Data Block and Chunk Design in HestiaStore
This document describes the structure and purpose of Block
and Chunk
objects in the HestiaStore storage engine.
Block
A Block is the lowest-level physical unit of storage. It has a fixed size (typically a multiple of 4KB) and is directly written to disk.
Key Characteristics:
- Fixed Size: Determined by
BlockFile#getBlockSize()
. - Header: Each block includes a header with metadata (e.g. magic number, CRC32 checksum, data length).
- Payload: The remaining portion of the block contains user data (
getPayloadSize()
returns the usable size).
Block Header Format:
Offset | Size | Field | Description |
---|---|---|---|
0 | 4 B | magic |
Identifier for block integrity check |
4 | 4 B | crc32 |
CRC checksum for payload verification |
8 | 4 B | dataLength |
Actual size of data in the block |
12+ | N/A | payload |
User data payload |
Blocks are stored and retrieved via the BlockFile
abstraction.
Chunk
A Chunk represents a variable-sized, logical data unit stored inside a block. It is used to store optionally compressed sets of key-value pairs.
Key Characteristics:
- Variable Size: Can be smaller or span multiple blocks depending on compression.
- Stored Inside Blocks: Uses the
BlockFile
to persist data. - Compressible: Designed for efficient compression and decompression.

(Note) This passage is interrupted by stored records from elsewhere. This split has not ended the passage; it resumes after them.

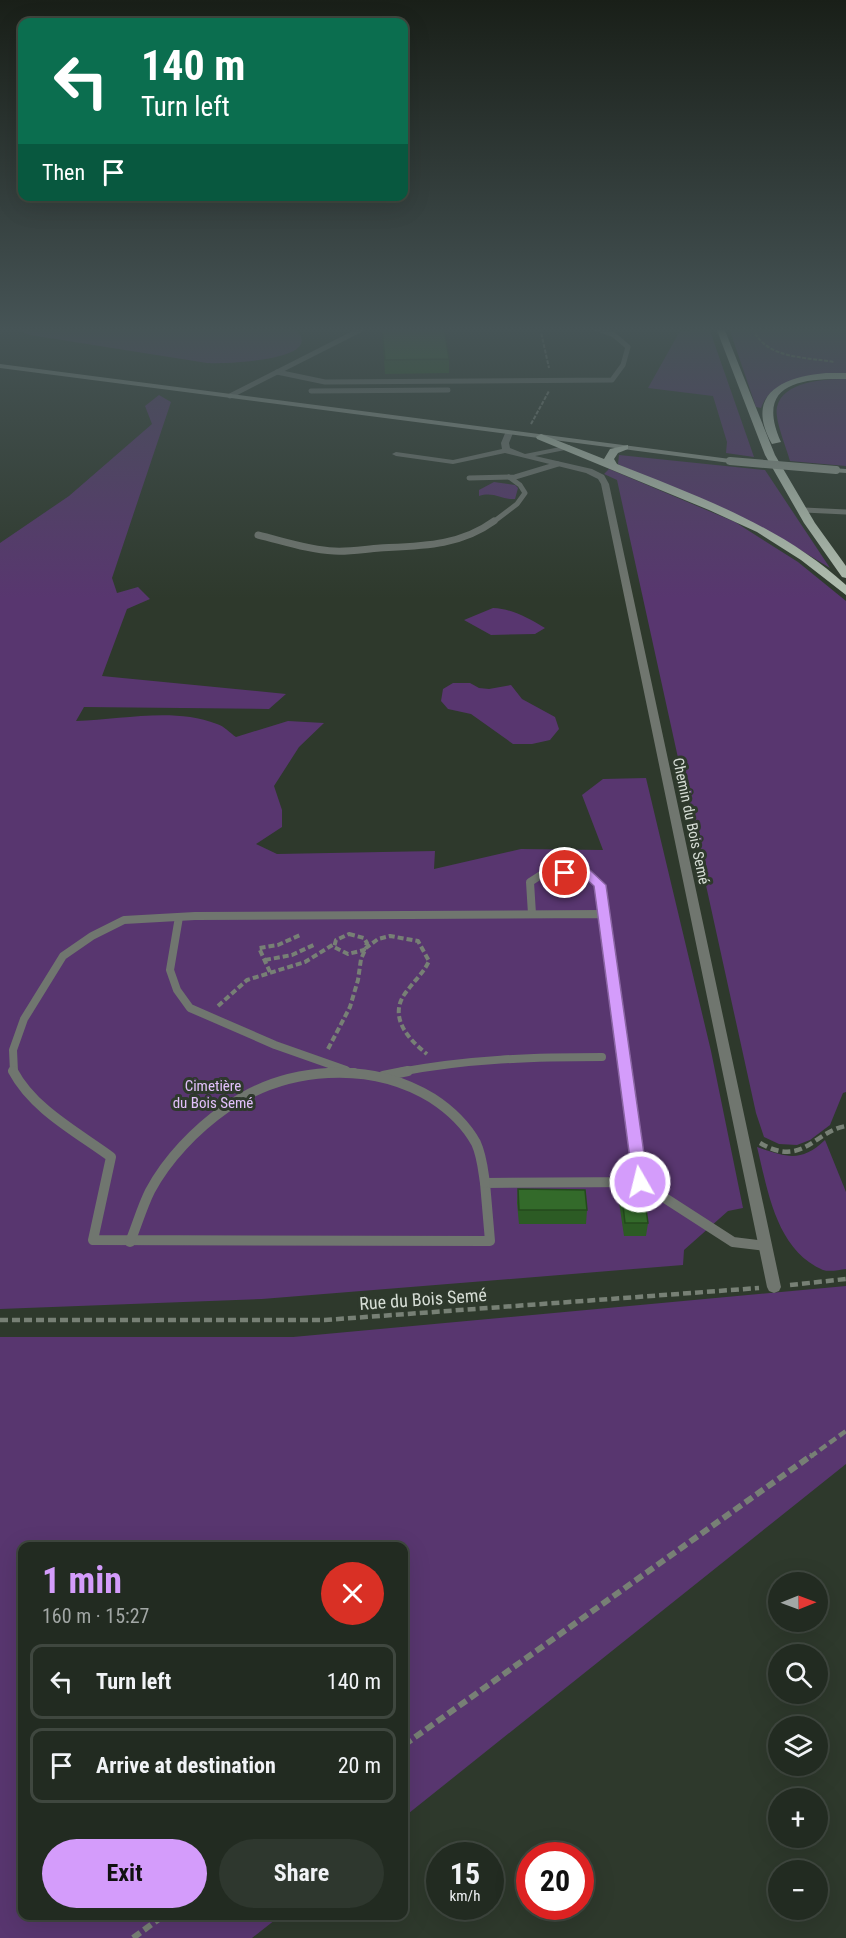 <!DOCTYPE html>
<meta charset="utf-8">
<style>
:root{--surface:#222b21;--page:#2e372e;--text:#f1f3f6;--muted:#a2a7a5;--line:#3f473f;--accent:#d49cfb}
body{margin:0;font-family:"Roboto Condensed",sans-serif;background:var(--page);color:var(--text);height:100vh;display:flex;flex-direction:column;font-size:22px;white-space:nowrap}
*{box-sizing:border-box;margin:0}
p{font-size:20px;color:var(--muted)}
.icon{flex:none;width:33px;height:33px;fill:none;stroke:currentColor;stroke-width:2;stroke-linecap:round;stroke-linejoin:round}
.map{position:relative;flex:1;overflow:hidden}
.details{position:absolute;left:18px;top:1542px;width:390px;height:378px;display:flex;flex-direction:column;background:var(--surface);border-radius:12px;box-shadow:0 6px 24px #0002,0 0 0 2px var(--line)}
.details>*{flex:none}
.banner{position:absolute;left:18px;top:18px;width:390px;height:183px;border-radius:12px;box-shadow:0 6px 24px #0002,0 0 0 2px var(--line);background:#0b6e4f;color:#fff;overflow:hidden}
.needle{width:39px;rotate:89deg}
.buttons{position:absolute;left:768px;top:1572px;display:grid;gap:12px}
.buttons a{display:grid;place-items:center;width:60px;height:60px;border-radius:50%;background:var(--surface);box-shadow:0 6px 24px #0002,0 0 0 2px var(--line);font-size:30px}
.speed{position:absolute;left:426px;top:1842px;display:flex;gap:12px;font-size:30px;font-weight:700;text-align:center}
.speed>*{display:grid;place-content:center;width:78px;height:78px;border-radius:50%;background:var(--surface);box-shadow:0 6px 24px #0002,0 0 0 2px var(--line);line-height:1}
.speed small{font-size:15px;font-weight:400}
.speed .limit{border:9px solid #d22;background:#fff;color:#111}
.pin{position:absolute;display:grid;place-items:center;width:51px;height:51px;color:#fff;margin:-26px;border:3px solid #fff;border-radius:50%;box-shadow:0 2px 6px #0007}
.me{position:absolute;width:66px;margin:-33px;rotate:352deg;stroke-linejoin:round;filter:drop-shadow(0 0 4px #0008)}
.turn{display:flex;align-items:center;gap:21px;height:126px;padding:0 24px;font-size:27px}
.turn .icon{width:78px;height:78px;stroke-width:2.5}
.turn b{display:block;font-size:42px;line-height:51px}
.then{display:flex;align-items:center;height:57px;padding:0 24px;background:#0003;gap:12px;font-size:22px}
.round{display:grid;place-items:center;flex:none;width:63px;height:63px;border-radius:32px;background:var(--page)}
.overview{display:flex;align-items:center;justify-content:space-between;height:102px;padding:0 24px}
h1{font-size:36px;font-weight:700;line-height:45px;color:var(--accent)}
.primary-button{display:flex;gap:12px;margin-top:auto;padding:12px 24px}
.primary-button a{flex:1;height:69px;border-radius:36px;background:var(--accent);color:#111;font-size:24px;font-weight:700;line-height:69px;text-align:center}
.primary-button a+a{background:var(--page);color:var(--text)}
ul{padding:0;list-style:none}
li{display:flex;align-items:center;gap:18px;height:75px;margin:0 12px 9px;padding:0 12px;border:3px solid var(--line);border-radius:12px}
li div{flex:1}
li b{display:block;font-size:22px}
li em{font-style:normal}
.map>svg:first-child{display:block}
.green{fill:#58366f}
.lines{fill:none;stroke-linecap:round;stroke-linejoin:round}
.path-far3{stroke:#778075;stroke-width:2;stroke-dasharray:4 1.5;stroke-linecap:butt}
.path-far2{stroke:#778075;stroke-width:4;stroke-dasharray:6 3;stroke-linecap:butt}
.path-far1{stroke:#778075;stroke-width:4.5;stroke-dasharray:8 4;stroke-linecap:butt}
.path{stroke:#778075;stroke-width:6;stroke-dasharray:9 4.5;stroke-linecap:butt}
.service-far3{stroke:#70766f;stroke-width:5}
.service-far2{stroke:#70766f;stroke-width:7}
.service-far1{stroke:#70766f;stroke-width:8}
.service{stroke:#70766f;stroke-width:10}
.minor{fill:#70766f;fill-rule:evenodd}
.secondary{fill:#919a8f;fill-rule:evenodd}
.trunk{fill:#b5c2b3;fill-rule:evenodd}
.secondary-bridge{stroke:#919a8f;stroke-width:8}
.wall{fill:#2c5b24}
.building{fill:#336a2a;stroke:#244a1d;stroke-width:1.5}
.route{fill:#d49cfb;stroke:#8a65a3;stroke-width:1.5}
.labels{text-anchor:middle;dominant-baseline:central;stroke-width:6;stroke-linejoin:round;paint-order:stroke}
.street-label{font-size:15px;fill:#d6ddd5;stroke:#2e392c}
.park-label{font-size:15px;fill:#e1c0fa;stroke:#2e392c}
.near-street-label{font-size:18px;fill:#d6ddd5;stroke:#2e392c}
</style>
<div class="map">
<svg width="846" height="1938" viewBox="0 0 846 1938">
<rect width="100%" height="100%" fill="#2e392c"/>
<g class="green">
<path d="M18,328h288h-12c38,33 -73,36 -87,35l-177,-28 -12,-5z"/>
<path d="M688,328h21l45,129 -28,-4 1,-11 -14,-46 -65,-8 32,-57 9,1z"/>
<path d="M729,328h117v46c-28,4 -74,1 -85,34l-5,-1z"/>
<path d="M846,379v87l-56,-5c-3,-12 -16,-42 -13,-54 6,-26 48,-28 69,-28z"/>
<path d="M159,395l12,7 -59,176 5,15 21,-6 12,12 -23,10 -25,67 184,18 -17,15 -185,-2 -8,14c46,-1 96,-14 141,3 7,2 13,9 19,13l52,-16 36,2 -25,24 -25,39 8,24v17l-26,17 21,10 158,-3 -1,18 87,-20 82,1 -21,-55 21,-16 43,-1 65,273 32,157 -15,3 -44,39 -1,15 -421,34 -262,10v-766l69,-47 83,-72 -7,-18z"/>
<path d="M619,455l146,15 65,98 -46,-28 -56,-29 -99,-41 -11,-6z"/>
<path d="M609,469l126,53 63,40 48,39v491l-3,1 -13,32 -20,15 -13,5 -18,-1 -15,-7 -8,-24 -139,-633 -13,-6z"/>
<path d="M494,482l21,3 3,3 -3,11c-13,1 -21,-8 -36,-3v-6z"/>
<path d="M493,608c20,1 35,10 52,20l-10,6 -44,1 -27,-15z"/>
<path d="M453,683h17l9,5 10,1 22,-4 11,14 33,18 4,12 -9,11 -18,4h-19l-42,-30 -23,-5 -7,-8 2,-12z"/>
<path d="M825,1140l21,52v77c-7,1 -17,3 -23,1 -47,-20 -55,-79 -66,-123 29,10 44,16 68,-7z"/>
<path d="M846,1286v178l-442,353v-271h-382v370h258l-28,22h-252v-601h293z"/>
</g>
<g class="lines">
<g class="path-far3">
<path d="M540,328l9,40"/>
<path d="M753,328c11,31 53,29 81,34"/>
<path d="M531,424l18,-33"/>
</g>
<g class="path-far2">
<path d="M349,934l15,4 3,5 -3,7 -16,4 -14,-7 2,-7z"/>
<path d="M265,960l27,-5 24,-11"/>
<path d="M270,972l-11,-24 19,-3 22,-10"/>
<path d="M218,1006l29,-26 58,-18 29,-18"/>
<path d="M328,1049l22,-42 8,-27 3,-21 5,-11 12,-9 12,-3 28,5 11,20c-6,13 -17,22 -25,34 -15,23 5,45 23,59"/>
</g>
<g class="path-far1">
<path d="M760,1143c43,25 53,-11 86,-17"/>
<path d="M790,1285l56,-6"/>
<path d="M0,1320h325l434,-32"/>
<path d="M810,1457l36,-26"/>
</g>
<g class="path">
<path d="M404,1745l408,-290"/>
<path d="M133,1938l30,-22"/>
</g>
<g class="service-far3">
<path d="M277,372l48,10 287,-2 11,-15 5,-18 -14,-12 -20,-7"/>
<path d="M311,391l137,-1"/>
<path d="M230,396l134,-68"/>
<path d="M469,478l46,-1 43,-13"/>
<path d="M804,510l42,2"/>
<path d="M492,523l25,-19 8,-11 -5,-8 -11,-8"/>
</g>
<path class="service-far2" d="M258,535c25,6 51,15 76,16 15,1 31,-2 46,-3 41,-2 80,-2 114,-27"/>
<g class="service-far1">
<path d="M532,914l-2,-32 14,-9 42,-1 14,13 4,29"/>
<path d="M179,917l-9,53 7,20 13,18 85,37 71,25"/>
<path d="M14,1072l-1,-22 11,-31 39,-63 29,-20 32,-16 71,-4 409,-2 21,158"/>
<path d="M344,1072h10"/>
<path d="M400,1072c69,-13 132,-15 202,-15"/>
</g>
<g class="service">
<path d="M13,1071c20,38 64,61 98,86l-18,83 397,1 -5,-58 155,-1 -15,-111"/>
<path d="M383,1076l25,-5"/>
<path d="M640,1182l93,60 33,4"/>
<path d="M130,1242c7,-17 12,-35 20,-51 17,-32 46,-62 76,-83 59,-42 144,-48 206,-10 17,11 34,27 44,45 6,13 7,27 9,40"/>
</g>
<path class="minor" d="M506,431l7,2 -4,10 1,5 15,6 45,-9v4l-35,7 57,13 12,6 5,9 172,803 -2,4 -5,2 -5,-2 -2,-4 -166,-803 -3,-5 -12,-6 -81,-20 -52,11 -57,-8 -4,-2 4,-2 57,8 49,-11 -1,-6z"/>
<g class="secondary">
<path d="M0,364l730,95 4,2 -4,2 -730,-95z"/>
<path d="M833,468l13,1v4l-13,-1z"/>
</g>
<g class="trunk">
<path d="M716,328h8l51,127 40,68 31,43v12l-4,-1 -38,-54 -39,-68z"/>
<path d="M826,373h20v6c-47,-1 -91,5 -65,63l-9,2c-28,-50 10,-67 54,-71z"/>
<path d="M541,434l63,25 6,-10 18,-4v4l-10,4 -4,6 3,5c81,32 164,62 229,121v10l-45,-35 -44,-28 -48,-22 -172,-71 -1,-2z"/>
</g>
<path class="secondary-bridge" d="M730,461l106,9"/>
</g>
<g class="wall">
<path d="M382,328l67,31v14l-64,1z"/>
<path d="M621,1188l27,35 -2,13h-22l-5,-34z"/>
<path d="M518,1189l69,21 -1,14h-67l-2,-21z"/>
</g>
<g class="building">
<path d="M382,328h62l5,31 -64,1z"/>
<path d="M621,1188h22l5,35h-23z"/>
<path d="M518,1189l67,1 2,20h-68z"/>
</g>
<linearGradient id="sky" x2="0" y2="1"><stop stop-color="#191f18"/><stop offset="0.55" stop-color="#465456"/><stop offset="1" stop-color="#465456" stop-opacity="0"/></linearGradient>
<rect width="846" height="599" fill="url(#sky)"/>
<path class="route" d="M586,868l4,2 16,15 42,297 -2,4h-11l-2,-4 -39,-296 -11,-10h-18l-6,-3 6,-4z"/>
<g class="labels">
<g class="street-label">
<text transform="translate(691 821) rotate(78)">Chemin du Bois Semé</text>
</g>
<g class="park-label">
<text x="213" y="1086">Cimetière<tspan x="213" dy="17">du Bois Semé</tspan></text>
</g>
<g class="near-street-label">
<text transform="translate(423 1299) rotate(-4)">Rue du Bois Semé</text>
</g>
</g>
</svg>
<div class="buttons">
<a><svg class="needle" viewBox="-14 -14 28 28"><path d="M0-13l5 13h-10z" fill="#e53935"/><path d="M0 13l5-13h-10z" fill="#a2a7a5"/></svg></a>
<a><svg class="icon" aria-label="search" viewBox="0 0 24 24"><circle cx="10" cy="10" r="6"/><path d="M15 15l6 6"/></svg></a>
<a><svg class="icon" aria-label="layers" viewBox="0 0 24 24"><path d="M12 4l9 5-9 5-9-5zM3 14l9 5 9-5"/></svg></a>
<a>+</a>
<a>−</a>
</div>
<div class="speed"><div>15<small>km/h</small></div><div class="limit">20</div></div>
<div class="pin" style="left:565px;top:873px;background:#d93025"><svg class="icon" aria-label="arrive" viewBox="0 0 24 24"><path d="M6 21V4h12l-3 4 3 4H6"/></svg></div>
<svg class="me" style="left:640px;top:1182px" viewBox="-20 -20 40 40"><circle r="17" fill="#d49cfb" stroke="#fff" stroke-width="3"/><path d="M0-11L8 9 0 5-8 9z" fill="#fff"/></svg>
<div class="banner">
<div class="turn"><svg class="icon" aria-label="left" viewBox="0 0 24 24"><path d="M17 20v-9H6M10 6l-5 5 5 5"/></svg><div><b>140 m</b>Turn left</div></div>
<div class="then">Then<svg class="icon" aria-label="arrive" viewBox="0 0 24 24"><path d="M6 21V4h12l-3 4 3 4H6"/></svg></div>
</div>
<section class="details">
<div class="overview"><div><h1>1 min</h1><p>160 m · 15:27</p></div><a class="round" style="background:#d93025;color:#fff"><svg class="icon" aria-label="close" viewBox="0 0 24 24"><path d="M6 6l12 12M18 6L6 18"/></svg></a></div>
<ul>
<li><svg class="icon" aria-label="left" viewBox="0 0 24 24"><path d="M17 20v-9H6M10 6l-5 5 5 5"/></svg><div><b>Turn left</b></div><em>140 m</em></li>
<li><svg class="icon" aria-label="arrive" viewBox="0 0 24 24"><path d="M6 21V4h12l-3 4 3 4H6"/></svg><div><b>Arrive at destination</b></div><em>20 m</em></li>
</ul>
<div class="primary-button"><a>Exit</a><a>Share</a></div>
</section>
</div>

- Encapsulated Metadata: Chunks also have a header to ensure validity and interpretability.
Chunk Header Format:
Offset | Size | Field | Description |
---|---|---|---|
0 | 4 B | magic |
Chunk type signature |
4 | 4 B | crc32 |
CRC of compressed payload |
8 | 4 B | compressedLength |
Length of compressed data |
12 | 4 B | uncompressedLength |
Length of original (uncompressed) data |
16+ | N/A | payload |
Compressed chunk data |
Chunks are managed through the ChunkFileStore
and written using ChunkWriter
.
Relationships
BlockFile
provides the persistent storage mechanism.ChunkFileStore
maps chunk positions to blocks and provides higher-level access.- CRC validation is used in both blocks and chunks to ensure data consistency and detect corruption.